On Thu, Sep 30, 2021 at 16:17:44 -0400, Laine Stump wrote:
On 9/30/21 1:09 PM, Laurent Vivier wrote:
> If we want to save a snapshot of a VM to a file, we used to follow the
> following steps:
>
> 1- stop the VM:
> (qemu) stop
>
> 2- migrate the VM to a file:
> (qemu) migrate "exec:cat > snapshot"
>
> 3- resume the VM:
> (qemu) cont
>
> After that we can restore the snapshot with:
> qemu-system-x86_64 ... -incoming "exec:cat snapshot"
> (qemu) cont
This is the basics of what libvirt does for a snapshot, and steps 1+2 are
what it does for a "managedsave" (where it saves the snapshot to disk and
then terminates the qemu process, for later re-animation).
In those cases, it seems like this new parameter could work for us - instead
of explicitly pausing the guest prior to migrating it to disk, we would set
this new parameter to on, then directly migrate-to-disk (relying on qemu to
do the pause). Care will need to be taken to assure that error recovery
behaves the same though.
Yup, see below ...
There are a couple of cases when libvirt apparently *doesn't*
pause the
guest during the migrate-to-disk, both having to do with saving a coredump
of the guest. Since I really have no idea of how common/important that is
In most cases when doing a coredump the guest is paused because of an
emulation/guest error.
One example where the VM is not paused is a 'live' snapshot. It wastes
disk space and is not commonly used thoug.

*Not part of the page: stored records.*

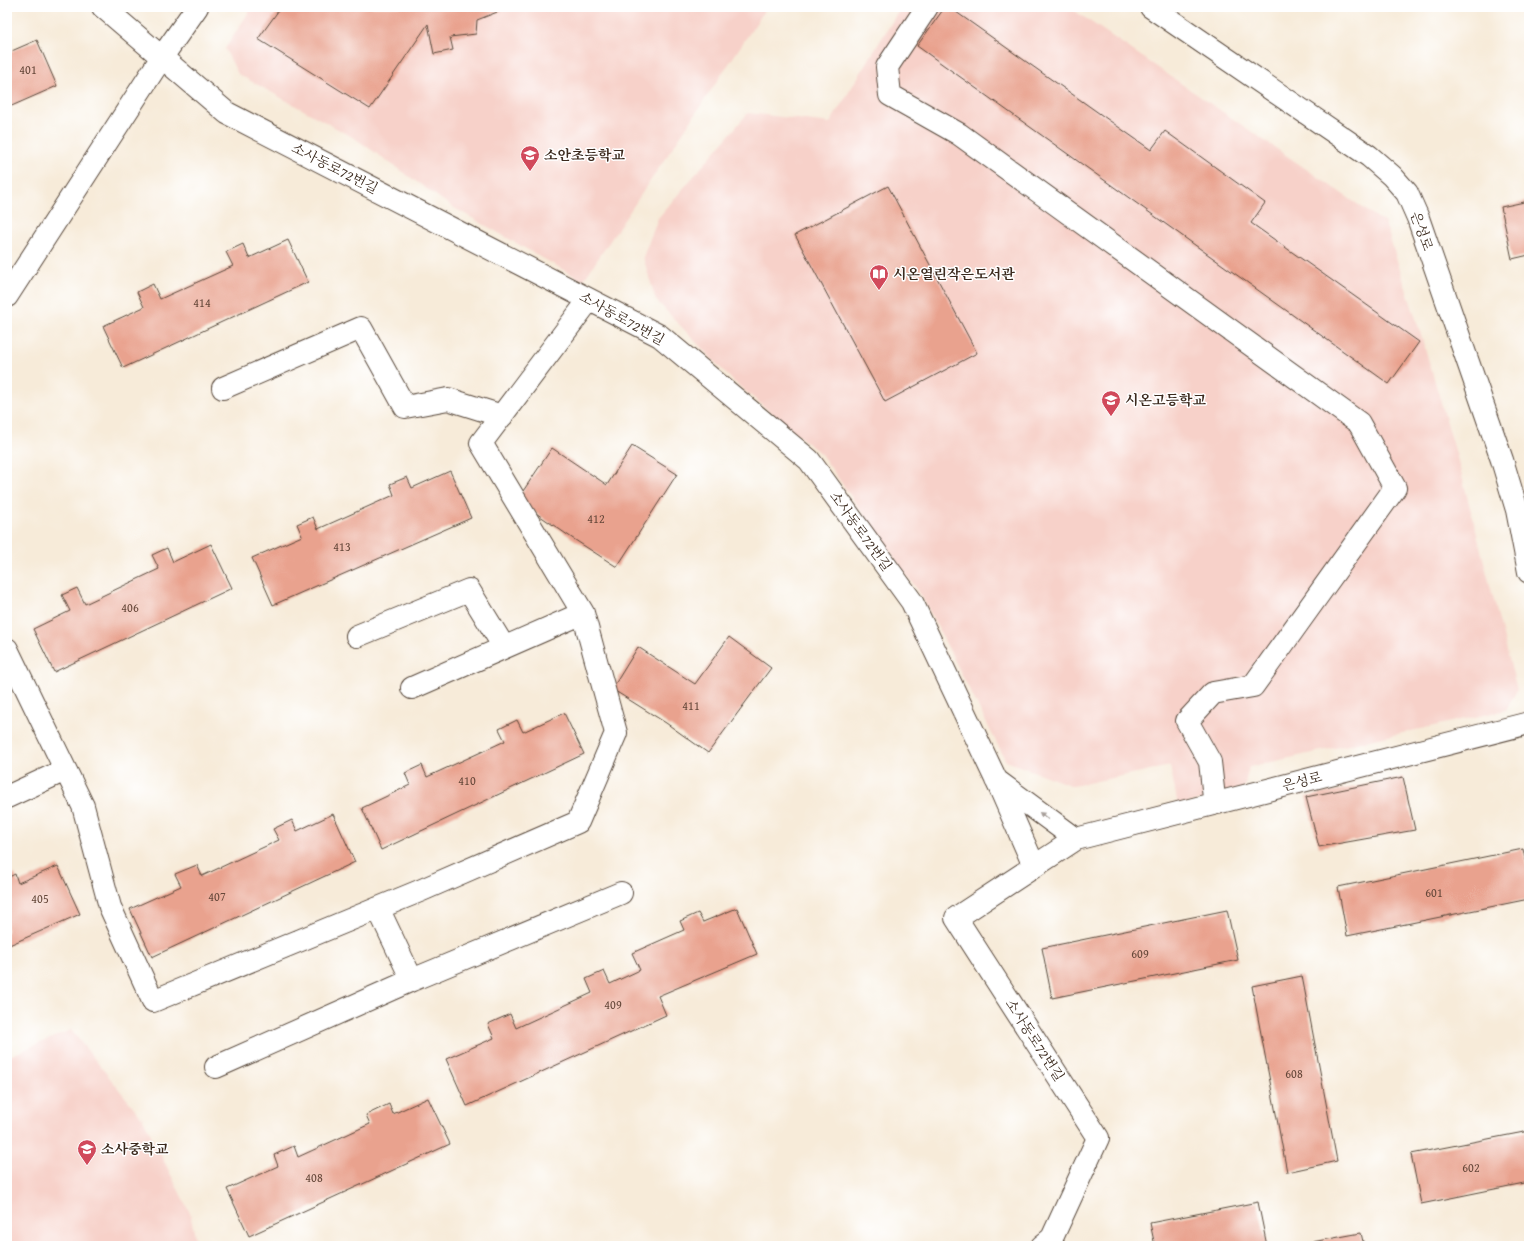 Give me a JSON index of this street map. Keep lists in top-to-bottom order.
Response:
{
  "streets": {
    "street": ["소사동로72번길", "은성로"]
  },
  "crossings": [
    ["소사동로72번길", "은성로"]
  ],
  "places": {
    "school or university": ["소안초등학교", "시온고등학교", "소사중학교"],
    "library": ["시온열린작은도서관"]
  },
  "house_numbers": [
    "401",
    "414",
    "412",
    "413",
    "406",
    "411",
    "410",
    "601",
    "407",
    "405",
    "609",
    "409",
    "608",
    "602",
    "408"
  ]
}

Where it might become interesting is with the 'background-snapshot'
migration flag. Ideally failover will be fixed to properly work with
that one too. In such case we don't want to pause the VM (but we have to
AFAIK, the backround-snapshot migration can't be done as part of
'transacetion' yet, so we need to pause the VM to kick off the migration
(memory-snapshot) and then snapshot the disks).
(or even if my assessment of the code is correct), I'm Cc'ing
this patch to
libvir-list to make sure it catches the attention of someone who knows the
answers and implications.
Well cc-ing relevant patches to libvirt is always good. Especially if
we'll need to adapt the code to support the new feature.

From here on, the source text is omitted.